Nanowrimo Left Me Spent and Incandescent

At some point every November I go stand away from the house at two in the morning and drop my head back, face to a fuzzy dark sky. Some years the night is not frigid and I take a blanket out and lie back on the ground, opening my eyes as wide as I can to catch anything streaking across the sky.
The streaks of light aren’t bits of matter but energy; the meteor’s work of breaking through our atmosphere, a body on fire becoming incandescent only after all the chaos and heat and pressure. The light streams overhead, visible or not to me, and vaporizes. Some people might search it out, others won’t bother. Either way, it is still happening.

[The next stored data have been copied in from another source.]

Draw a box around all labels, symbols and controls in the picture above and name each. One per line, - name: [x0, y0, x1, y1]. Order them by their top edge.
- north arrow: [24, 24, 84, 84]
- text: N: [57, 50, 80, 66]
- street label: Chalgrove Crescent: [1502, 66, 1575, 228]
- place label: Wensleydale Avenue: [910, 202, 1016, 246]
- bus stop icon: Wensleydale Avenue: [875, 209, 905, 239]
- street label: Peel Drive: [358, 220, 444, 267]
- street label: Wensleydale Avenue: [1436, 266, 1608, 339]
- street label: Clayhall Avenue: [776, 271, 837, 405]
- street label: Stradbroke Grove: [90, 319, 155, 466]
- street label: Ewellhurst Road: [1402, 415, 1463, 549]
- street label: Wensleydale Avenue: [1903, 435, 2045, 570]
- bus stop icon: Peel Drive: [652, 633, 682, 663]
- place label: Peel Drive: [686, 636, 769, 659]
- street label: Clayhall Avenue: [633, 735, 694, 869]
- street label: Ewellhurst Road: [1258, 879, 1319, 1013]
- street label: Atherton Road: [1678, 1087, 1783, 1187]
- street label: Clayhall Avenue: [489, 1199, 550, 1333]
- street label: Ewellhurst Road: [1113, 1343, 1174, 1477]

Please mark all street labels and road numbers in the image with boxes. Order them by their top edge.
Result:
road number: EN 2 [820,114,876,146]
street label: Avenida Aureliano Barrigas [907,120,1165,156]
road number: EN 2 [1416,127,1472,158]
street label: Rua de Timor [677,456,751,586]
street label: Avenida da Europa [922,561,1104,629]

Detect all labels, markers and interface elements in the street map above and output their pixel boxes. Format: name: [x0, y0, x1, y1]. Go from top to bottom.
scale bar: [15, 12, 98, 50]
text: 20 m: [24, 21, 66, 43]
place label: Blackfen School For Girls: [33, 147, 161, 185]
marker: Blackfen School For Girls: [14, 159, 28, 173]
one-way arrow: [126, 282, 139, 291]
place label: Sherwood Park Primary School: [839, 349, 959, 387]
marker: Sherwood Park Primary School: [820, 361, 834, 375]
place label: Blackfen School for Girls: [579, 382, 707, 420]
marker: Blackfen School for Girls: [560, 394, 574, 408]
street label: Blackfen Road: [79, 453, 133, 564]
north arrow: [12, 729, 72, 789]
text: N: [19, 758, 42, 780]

November was National Novel Writing Month, Nanowrimo for short. Writers just testing the waters of a new idea and those looking for a neat time of self-flagellation embark on a 30-day plan of writing 50,000 words, a respectable number toward a new novel. I’ve done it several times, reaching the goal only once. But this year, well, it was going to be different.
I decided to write a short, 750-word essay each day of November, which I did, for the first five days. And then, it was the weekend, so I thought it’d be okay to take a couple of days off. Then it was Monday and those are tough. Tuesday came and I felt so behind…
By Thursday I was feeling like it was too late to catch up. But I have the great fortune of being in an online writing accountability group that meets Thursday evenings. The time of the meeting had been changed for November, and I forgot the time difference in Chicago, so I was an hour early.
I spent the gift of time reading an article about how training for a marathon is like developing a writing practice: follow the plan, make it stick, build on the day before. My favorite part in the article was how she learned that trying and failing and trying again is a habit.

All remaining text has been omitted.